Figure 1: Joint probability distribution samples (black) and marginal densities (blue and red)
A joint distribution is a multivariate distribution. It is the probability structure that describes how several random variables behave together.
For two variables \(X\) and \(Y\), the joint distribution \(f_{X,Y}(x,y)\) is a bivariate distribution.
For \(k\) variables, \(X_1, \dots, X_k\), the joint distribution \(f_{X_1,\dots ,X_k}(x_1,\dots ,x_k)\) is a multivariate distribution.

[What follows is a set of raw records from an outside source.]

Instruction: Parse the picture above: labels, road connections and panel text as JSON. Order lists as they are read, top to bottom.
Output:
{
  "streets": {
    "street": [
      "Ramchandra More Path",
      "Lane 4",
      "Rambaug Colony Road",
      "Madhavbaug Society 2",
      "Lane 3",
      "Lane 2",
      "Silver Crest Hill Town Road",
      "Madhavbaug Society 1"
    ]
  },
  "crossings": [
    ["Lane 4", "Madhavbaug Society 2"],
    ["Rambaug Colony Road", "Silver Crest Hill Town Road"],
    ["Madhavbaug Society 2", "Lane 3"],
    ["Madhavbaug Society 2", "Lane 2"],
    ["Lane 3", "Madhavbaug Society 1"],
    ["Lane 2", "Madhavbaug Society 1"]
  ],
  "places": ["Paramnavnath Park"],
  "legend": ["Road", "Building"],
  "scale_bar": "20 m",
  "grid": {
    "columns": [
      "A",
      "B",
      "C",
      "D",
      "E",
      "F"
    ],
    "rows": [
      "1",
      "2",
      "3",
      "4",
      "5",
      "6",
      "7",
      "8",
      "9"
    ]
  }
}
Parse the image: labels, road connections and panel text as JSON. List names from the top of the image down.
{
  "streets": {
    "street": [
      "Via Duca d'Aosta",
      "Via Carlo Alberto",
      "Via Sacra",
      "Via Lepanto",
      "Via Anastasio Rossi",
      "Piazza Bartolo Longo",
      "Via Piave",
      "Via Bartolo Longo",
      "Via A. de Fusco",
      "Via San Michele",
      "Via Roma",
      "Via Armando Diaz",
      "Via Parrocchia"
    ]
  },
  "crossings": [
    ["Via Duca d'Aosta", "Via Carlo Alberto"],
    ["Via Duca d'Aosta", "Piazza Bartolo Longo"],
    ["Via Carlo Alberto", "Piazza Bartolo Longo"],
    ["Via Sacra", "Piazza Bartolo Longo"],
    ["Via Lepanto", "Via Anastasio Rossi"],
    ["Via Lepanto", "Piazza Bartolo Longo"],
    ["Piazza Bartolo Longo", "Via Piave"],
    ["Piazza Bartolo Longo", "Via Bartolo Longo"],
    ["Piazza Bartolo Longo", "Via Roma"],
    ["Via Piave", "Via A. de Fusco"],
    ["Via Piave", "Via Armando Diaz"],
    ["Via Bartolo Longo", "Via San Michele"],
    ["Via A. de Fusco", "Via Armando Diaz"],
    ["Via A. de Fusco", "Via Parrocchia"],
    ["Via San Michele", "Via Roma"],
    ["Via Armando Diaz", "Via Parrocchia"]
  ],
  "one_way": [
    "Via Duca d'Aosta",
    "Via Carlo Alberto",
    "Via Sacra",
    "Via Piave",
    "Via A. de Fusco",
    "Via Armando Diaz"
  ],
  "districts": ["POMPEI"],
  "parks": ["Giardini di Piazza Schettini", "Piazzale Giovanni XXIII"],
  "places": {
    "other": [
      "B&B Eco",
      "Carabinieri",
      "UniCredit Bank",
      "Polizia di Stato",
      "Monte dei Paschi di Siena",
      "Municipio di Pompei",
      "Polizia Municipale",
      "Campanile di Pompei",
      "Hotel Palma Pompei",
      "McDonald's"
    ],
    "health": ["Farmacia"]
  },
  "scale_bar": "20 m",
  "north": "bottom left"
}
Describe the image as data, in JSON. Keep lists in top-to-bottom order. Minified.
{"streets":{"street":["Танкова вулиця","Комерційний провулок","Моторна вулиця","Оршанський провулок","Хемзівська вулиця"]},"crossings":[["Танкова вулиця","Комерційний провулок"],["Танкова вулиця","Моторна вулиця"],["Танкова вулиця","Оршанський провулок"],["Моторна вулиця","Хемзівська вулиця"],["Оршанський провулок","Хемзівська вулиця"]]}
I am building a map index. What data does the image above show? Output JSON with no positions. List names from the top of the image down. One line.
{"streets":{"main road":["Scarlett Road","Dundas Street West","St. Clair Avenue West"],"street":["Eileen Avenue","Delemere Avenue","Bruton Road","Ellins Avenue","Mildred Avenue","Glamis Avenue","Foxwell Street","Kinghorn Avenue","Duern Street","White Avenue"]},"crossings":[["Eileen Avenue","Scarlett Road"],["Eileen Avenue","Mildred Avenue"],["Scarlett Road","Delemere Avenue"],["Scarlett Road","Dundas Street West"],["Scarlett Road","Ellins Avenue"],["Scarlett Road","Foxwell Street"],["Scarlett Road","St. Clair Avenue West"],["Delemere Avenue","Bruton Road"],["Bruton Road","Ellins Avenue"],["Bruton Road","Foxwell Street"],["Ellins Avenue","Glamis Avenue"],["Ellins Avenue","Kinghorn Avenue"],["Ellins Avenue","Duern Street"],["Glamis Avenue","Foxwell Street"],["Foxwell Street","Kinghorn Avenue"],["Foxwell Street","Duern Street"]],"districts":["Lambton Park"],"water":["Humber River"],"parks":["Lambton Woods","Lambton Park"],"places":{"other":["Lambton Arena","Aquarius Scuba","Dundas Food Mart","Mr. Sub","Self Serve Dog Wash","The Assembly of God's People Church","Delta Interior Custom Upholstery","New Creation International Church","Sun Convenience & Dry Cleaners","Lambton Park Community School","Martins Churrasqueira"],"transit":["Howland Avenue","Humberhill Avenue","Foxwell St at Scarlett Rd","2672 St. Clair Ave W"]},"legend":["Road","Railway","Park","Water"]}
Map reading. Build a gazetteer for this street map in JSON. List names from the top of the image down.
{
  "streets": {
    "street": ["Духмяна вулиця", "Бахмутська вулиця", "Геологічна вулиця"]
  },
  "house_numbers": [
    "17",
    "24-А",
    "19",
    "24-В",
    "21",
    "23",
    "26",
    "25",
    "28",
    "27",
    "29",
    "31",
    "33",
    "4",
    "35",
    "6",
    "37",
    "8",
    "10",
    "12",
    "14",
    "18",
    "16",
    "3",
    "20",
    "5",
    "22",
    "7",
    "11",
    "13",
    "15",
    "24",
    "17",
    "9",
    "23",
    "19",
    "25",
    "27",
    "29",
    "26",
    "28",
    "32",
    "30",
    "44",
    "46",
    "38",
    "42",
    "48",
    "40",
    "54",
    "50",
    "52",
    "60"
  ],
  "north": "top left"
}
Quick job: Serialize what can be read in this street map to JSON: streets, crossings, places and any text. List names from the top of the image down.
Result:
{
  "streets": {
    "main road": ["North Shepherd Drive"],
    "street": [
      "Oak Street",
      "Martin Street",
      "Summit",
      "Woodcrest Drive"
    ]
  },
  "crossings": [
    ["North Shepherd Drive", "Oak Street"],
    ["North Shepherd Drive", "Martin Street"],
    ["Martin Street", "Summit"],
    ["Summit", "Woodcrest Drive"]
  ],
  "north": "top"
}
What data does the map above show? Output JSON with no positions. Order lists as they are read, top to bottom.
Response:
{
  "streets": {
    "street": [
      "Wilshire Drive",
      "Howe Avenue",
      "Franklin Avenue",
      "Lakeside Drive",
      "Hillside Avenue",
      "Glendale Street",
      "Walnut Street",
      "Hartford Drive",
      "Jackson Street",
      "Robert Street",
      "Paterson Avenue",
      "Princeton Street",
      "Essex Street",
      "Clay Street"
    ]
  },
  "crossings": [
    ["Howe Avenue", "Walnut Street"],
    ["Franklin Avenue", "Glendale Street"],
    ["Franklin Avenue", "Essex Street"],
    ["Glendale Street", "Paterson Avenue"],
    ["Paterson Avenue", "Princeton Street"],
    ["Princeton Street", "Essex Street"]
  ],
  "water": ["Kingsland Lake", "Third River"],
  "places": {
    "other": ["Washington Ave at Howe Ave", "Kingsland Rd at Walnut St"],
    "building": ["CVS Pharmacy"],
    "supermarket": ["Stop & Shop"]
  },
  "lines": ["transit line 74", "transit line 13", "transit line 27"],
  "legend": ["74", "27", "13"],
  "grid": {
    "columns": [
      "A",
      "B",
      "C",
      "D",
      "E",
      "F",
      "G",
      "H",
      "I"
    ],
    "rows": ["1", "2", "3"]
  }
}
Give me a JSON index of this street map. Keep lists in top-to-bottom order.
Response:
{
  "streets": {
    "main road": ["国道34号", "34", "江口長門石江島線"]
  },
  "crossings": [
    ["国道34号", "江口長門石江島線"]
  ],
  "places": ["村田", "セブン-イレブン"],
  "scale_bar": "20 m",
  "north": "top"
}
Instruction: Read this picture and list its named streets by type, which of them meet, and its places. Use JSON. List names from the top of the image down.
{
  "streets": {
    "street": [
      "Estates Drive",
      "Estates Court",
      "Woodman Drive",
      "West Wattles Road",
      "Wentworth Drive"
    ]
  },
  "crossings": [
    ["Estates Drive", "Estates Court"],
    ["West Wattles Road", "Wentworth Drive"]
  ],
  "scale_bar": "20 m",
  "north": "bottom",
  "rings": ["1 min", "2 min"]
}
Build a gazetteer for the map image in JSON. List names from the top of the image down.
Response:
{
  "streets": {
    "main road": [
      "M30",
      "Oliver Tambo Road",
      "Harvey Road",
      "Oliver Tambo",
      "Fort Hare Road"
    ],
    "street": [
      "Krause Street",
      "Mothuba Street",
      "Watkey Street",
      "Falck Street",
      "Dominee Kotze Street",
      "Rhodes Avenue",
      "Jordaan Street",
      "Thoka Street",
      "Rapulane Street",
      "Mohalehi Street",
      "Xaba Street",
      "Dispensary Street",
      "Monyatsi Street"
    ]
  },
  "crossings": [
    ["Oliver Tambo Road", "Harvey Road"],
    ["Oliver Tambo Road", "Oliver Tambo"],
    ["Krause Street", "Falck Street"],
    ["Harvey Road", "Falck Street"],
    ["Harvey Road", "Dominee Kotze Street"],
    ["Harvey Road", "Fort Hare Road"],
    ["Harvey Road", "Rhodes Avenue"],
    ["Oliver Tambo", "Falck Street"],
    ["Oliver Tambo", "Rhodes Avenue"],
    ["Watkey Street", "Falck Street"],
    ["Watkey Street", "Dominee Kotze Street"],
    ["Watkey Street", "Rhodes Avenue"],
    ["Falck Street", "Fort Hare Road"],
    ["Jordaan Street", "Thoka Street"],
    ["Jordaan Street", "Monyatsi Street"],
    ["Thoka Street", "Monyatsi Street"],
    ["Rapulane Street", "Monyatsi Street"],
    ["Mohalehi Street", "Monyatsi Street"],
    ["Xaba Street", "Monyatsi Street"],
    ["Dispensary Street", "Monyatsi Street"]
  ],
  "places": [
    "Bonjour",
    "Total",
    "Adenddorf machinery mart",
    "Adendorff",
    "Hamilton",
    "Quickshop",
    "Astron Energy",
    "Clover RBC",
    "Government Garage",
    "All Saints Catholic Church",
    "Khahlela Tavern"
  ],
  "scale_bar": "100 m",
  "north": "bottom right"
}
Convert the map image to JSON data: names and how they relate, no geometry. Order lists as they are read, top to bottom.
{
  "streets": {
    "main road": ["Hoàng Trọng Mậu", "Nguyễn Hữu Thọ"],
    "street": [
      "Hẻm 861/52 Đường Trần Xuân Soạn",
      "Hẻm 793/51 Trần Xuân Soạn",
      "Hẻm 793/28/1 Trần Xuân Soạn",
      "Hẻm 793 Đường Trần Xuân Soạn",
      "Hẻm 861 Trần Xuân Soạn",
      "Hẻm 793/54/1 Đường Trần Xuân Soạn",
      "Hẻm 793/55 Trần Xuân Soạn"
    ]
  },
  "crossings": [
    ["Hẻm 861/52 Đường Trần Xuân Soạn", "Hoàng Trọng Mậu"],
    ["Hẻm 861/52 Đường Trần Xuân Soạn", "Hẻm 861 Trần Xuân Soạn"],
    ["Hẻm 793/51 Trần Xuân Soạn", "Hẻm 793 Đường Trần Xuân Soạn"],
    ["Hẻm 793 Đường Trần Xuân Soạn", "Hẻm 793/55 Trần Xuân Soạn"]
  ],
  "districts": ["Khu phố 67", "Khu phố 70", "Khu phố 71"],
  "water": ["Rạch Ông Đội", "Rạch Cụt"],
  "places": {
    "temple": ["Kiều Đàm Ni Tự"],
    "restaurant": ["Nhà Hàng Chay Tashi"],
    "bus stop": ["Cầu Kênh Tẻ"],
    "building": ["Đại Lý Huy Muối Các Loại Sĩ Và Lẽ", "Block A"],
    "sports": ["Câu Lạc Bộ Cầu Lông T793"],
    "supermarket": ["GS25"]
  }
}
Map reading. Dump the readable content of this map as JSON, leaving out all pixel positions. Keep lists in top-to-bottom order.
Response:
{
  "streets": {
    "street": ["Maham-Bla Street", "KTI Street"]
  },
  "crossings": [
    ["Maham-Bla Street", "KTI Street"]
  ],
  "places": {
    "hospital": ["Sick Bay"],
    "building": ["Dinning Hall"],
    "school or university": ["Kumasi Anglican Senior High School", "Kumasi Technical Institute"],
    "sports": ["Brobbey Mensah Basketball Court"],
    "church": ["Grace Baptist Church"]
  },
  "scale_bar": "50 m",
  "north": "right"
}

| Joint PMF | \(p(x,y) = P(X=x, Y=y), \qquad p(x,y) \ge 0, \qquad \sum_x \sum_y p(x,y) = 1.\) | ||
| Joint CDF | \(F_{XY}(x,y) = P(X\leq x, Y\leq y) = \sum_{x_i \leq x}\sum_{y_j \leq y} p(x_i, y_j).\) | ||
| Marginals | \(p_X(x) = \sum_y p(x,y), \qquad p_Y(y) = \sum_x p(x,y).\) |
| Joint PDF | \(f(x,y), \qquad f(x,y) \ge 0, \qquad \int_{-\infty}^{\infty} \int_{-\infty}^{\infty} f(x,y)\,dx\,dy = 1.\) | ||
| Joint CDF | \(F(x,y) = P(X \le x, Y \le y) = \int_{-\infty}^{x} \int_{-\infty}^{y} f_{X,Y}(u,v)\, dv\, du.\) | ||
| Marginals | \(f_X(x) = \int f(x,y)\,dy, \qquad f_Y(y) = \int f(x,y)\,dx.\) |
| Joint distribution | \(f_{X,Y}(x,y) = P(X=x)\, f_{Y\mid X}(y \mid x), \qquad x=1,\dots,k.\) | ||
| Joint CDF | \(F_{X,Y}(x,y) = P(X \le x,\, Y \le y) = \sum_{x_i \le x} P(X=x_i)\, F_{Y\mid X}(y \mid x_i).\) | ||
| Marginals | \(P(X=x) = \int_{-\infty}^{\infty} f_{X,Y}(x,y)\,dy \qquad f_Y(y) = \sum_{x=1}^k f_{X,Y}(x,y).\) |
The case in which the variables do not influence each other at all.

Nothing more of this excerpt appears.